Я брел в ботинках неуклюжих,
брел, сам с собою говоря,
и лживо отражалась в лужах
насквозь фальшивая заря.
Мы, будучи моложе его, конечно, еще большего не знали и часто попадались на червячков иллюзий, скрывающих внутри себя рыболовный крючок пропаганды. Мы не раз поскальзывались на нашей собственной наивности и бывали горько наказаны совестью, но это доказывало, что совесть у нас была. И это все-таки лучше, чем готовность быть циниками типа «чего изволите?». Павликов морозовых в поэтическом поколении шестидесятников почти не водилось. Нам просто казалось, что обманутый товарищ Сталин не знает о наших расстрелянных или сидевших родственниках. Мы заблуждались, считая, что надо бороться за Ленина, но против Сталина.
Когда были открыты архивы, мы убедились, что подпись под декретом о создании первого концлагеря на Соловках была все-таки «доброго дедушки Ленина», и товарищ Сталин оказался не предателем Ленина, как мы поначалу считали, а именно «верным ленинцем». Но архивы-то открыло наше поколение, а не какое-то иное. Мы ужаснулись тому, что узнали, хотя и запоздало. Поэтому простите нас, потомки, за наши иллюзии, на которые мы потратили слишком много времени и сил. Большую жизнь никому не удается прожить без больших ошибок. Я не случайно написал когда-то: «Но за самих себя мы сами искупленье», и это не было самооправдыванием, а осознанием нашей вины, которую мы ощущали так же остро, как сидящий в межреберье нож.
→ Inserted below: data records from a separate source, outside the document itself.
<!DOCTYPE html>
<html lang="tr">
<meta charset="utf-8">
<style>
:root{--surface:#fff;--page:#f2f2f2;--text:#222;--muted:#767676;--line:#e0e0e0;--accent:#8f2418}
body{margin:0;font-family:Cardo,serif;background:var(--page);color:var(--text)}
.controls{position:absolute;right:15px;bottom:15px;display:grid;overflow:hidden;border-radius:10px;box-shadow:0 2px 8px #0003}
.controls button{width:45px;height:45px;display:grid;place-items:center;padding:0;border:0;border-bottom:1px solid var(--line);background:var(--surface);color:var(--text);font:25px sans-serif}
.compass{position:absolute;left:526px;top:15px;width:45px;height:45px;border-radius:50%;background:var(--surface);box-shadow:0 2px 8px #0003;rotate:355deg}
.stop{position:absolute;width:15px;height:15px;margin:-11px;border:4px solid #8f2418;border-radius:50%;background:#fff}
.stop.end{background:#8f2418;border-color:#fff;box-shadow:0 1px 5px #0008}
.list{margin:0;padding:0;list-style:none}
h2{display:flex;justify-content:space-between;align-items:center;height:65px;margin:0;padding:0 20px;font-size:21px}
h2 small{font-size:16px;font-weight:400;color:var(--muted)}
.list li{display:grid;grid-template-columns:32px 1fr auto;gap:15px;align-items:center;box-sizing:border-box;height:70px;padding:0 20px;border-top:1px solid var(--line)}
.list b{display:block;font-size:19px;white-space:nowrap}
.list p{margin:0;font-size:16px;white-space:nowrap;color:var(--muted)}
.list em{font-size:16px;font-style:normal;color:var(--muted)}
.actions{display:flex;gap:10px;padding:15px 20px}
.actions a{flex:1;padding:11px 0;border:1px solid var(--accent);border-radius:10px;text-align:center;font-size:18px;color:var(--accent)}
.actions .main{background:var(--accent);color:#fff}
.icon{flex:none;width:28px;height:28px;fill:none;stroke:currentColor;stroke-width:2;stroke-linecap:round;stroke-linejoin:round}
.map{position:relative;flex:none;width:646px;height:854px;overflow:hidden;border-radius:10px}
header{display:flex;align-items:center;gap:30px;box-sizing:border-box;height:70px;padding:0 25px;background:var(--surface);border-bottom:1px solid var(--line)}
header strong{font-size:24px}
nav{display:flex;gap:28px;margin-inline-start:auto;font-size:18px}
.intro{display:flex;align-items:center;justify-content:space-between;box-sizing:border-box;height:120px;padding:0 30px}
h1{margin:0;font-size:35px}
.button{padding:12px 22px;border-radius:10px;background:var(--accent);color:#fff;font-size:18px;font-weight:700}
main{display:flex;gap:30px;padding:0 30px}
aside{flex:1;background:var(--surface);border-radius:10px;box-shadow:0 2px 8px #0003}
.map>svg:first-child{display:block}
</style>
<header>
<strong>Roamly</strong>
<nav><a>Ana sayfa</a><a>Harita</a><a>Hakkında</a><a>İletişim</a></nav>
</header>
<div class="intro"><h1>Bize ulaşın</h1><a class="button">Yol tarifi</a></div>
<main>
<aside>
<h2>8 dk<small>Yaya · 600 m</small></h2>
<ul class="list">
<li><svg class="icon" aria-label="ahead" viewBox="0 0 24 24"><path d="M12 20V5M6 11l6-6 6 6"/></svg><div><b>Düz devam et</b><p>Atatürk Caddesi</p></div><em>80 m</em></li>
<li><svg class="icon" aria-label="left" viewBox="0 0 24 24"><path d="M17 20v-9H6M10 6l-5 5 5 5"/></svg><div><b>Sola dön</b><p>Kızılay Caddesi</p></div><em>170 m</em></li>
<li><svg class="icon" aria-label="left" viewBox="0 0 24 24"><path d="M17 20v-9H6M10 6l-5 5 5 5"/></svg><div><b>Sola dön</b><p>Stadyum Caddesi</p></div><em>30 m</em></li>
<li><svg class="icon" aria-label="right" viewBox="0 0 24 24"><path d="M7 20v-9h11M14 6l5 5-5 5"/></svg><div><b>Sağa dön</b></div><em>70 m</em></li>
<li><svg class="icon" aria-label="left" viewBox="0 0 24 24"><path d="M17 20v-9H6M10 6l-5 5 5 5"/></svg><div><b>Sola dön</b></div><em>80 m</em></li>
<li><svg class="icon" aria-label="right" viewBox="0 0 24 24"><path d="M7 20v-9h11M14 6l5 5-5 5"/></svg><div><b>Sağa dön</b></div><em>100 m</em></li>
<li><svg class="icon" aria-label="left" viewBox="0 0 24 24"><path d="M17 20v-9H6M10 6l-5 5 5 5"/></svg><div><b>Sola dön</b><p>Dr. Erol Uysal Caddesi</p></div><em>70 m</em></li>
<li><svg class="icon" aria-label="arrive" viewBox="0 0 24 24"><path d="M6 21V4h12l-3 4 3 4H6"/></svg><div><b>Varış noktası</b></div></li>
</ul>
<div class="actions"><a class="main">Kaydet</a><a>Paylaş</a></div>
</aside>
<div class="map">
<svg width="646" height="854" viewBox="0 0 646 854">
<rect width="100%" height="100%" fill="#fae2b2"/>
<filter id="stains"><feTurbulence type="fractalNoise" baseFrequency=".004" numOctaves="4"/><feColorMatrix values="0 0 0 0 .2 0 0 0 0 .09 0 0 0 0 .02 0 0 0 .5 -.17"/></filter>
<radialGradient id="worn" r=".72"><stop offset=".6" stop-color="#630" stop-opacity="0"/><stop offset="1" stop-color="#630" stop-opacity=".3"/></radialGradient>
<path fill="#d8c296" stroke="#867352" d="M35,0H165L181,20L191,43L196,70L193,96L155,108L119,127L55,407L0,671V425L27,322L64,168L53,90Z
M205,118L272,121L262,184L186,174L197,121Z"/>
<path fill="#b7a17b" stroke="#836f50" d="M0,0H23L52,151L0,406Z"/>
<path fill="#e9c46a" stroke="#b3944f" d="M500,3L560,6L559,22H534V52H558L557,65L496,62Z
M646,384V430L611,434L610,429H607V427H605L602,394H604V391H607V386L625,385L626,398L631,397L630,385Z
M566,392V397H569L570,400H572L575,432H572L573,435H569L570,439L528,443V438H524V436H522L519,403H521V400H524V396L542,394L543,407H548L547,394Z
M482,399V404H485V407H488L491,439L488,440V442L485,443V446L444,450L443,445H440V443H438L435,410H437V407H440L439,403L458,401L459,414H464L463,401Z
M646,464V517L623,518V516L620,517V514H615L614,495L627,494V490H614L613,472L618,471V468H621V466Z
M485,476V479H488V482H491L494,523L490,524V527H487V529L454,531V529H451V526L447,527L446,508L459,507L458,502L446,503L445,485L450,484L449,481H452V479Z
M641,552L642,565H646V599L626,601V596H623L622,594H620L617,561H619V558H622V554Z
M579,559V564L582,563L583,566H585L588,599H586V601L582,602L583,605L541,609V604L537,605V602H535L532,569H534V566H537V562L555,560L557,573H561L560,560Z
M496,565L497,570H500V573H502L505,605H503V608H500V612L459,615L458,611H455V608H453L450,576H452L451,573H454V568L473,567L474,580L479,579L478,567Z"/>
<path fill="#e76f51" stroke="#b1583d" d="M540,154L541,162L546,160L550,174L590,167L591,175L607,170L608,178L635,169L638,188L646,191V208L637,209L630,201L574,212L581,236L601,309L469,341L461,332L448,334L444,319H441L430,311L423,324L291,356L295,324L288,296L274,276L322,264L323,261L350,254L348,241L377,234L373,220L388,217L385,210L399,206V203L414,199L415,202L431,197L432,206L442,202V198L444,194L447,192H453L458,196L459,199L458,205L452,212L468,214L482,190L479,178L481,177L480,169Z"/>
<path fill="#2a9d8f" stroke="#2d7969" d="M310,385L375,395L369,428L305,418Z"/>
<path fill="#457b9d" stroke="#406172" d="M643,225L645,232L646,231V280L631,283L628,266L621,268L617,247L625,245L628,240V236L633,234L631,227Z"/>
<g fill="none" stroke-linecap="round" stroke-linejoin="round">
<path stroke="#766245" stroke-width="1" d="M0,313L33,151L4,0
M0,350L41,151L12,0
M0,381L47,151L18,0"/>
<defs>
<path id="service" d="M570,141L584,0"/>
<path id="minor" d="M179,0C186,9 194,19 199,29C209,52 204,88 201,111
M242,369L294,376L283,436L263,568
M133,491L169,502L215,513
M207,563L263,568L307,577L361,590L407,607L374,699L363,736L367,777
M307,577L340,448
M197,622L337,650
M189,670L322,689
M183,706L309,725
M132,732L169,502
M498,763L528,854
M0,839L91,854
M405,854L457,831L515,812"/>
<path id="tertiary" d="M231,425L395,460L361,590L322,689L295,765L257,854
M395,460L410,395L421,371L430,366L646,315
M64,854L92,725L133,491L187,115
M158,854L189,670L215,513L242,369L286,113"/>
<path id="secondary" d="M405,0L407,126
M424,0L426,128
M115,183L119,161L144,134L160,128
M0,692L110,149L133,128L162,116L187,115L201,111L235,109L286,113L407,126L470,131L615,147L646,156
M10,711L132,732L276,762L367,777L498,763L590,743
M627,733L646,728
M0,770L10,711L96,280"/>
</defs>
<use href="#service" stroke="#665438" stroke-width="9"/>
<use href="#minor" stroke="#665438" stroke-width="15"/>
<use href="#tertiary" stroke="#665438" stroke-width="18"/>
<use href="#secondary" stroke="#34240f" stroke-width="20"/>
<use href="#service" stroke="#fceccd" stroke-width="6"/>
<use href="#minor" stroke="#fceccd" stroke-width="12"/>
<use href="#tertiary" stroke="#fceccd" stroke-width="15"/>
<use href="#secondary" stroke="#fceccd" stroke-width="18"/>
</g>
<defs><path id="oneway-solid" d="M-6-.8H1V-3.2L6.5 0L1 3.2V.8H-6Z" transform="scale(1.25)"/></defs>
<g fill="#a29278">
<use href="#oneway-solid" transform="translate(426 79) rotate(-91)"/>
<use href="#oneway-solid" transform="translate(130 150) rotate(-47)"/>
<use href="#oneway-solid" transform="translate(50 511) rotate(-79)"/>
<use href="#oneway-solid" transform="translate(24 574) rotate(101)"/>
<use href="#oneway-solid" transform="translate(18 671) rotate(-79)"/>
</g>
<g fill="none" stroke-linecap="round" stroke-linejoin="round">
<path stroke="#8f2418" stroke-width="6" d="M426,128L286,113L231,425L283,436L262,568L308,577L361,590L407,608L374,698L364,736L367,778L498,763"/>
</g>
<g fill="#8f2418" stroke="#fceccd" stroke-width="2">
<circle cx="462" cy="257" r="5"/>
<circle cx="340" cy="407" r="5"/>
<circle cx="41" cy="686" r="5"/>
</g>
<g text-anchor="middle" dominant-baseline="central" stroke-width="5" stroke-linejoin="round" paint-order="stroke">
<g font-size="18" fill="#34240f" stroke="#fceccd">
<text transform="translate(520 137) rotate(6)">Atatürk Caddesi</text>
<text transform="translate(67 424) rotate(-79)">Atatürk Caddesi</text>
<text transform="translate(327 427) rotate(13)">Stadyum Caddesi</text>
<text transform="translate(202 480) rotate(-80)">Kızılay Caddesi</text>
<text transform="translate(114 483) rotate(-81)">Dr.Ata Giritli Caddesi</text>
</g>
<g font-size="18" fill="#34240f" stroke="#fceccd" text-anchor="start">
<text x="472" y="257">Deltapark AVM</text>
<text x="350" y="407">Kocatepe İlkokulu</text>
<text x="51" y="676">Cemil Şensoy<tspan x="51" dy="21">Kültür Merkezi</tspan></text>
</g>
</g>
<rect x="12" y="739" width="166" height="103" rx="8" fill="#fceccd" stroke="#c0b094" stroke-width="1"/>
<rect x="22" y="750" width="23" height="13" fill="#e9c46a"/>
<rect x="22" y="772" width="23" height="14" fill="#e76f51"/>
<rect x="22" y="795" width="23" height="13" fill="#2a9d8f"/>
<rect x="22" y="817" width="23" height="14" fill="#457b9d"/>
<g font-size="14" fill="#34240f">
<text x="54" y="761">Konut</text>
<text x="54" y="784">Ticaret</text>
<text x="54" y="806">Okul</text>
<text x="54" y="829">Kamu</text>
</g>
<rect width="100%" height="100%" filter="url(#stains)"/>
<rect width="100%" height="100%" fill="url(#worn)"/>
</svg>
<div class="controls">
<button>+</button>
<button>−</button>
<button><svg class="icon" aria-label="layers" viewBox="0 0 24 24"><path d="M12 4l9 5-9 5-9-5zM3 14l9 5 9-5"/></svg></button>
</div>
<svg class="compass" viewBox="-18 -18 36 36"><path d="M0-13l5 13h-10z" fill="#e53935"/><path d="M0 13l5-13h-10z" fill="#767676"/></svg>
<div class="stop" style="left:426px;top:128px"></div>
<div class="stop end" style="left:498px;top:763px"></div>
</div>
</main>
На первом курсе мы с Робертом занимались в одном и том же литинститутском семинаре у стихотворца Василия Дмитриевича Захарченко, кудрявенького, легонького порхателя по жизни и опытного слаломиста-горнолыжника в политике, совестливость нам, разумеется, не преподававшего. Стихи он тогда писал такие: «Я видел девочку. Она лежала Цветком подрубленным среди травы. Свинцовое невидимое жало Ее прижало – это были вы». Кому, вы думаете, это посвящено? Нацистскому авиаконструктору Мессершмитту. Вот кто был нашим с Робертом официальным поэтом-наставником в Литинституте.
Осенью 1952 года по Москве поползли слухи, еще не подхваченные газетами, будто личные врачи Сталина, сплошь евреи, находятся в зловещем заговоре против него. Начали спешно увольнять евреев из больниц и поликлиник, закрывать аптеки. А в это время Сталин вместе с Берией, который, возможно, и прикончил его, готовил чудовищный план переселения всех евреев за Байкал по просьбе, подписанной, когда понадобилось, практически всеми знаменитыми советскими евреями, включая Исаака Дунаевского, Льва Ландау и даже Василия Гроссмана, но исключая Илью Эренбурга, который хитроумно заронил в голову Сталина сомнения в том, что его план соответствует сталинской национальной политике.
Мы этого всего, конечно, не знали, но и Роберт, и я, как и большинство людей в СССР, были буквально раздавлены слухами о том, что на победителя Гитлера, товарища Сталина, покушались его лечащие врачи. Роберт написал поэму о врачах-убийцах еще до официального сообщения о них в печати. Всеобщее затмение было такое, что при обсуждении поэмы на семинаре, критикуя отдельные главы и строки, никто не осмелился даже заикнуться, что, может быть, всё это неправда. Но двое из нас – случайно зашедший послушать поэму Роберта уже заканчивавший Литинститут чудесный деревенский поэт Федя Сухов и я – весьма осторожно высказались, что лучше бы подождать с печатанием поэмы, пока слухи не подтвердятся.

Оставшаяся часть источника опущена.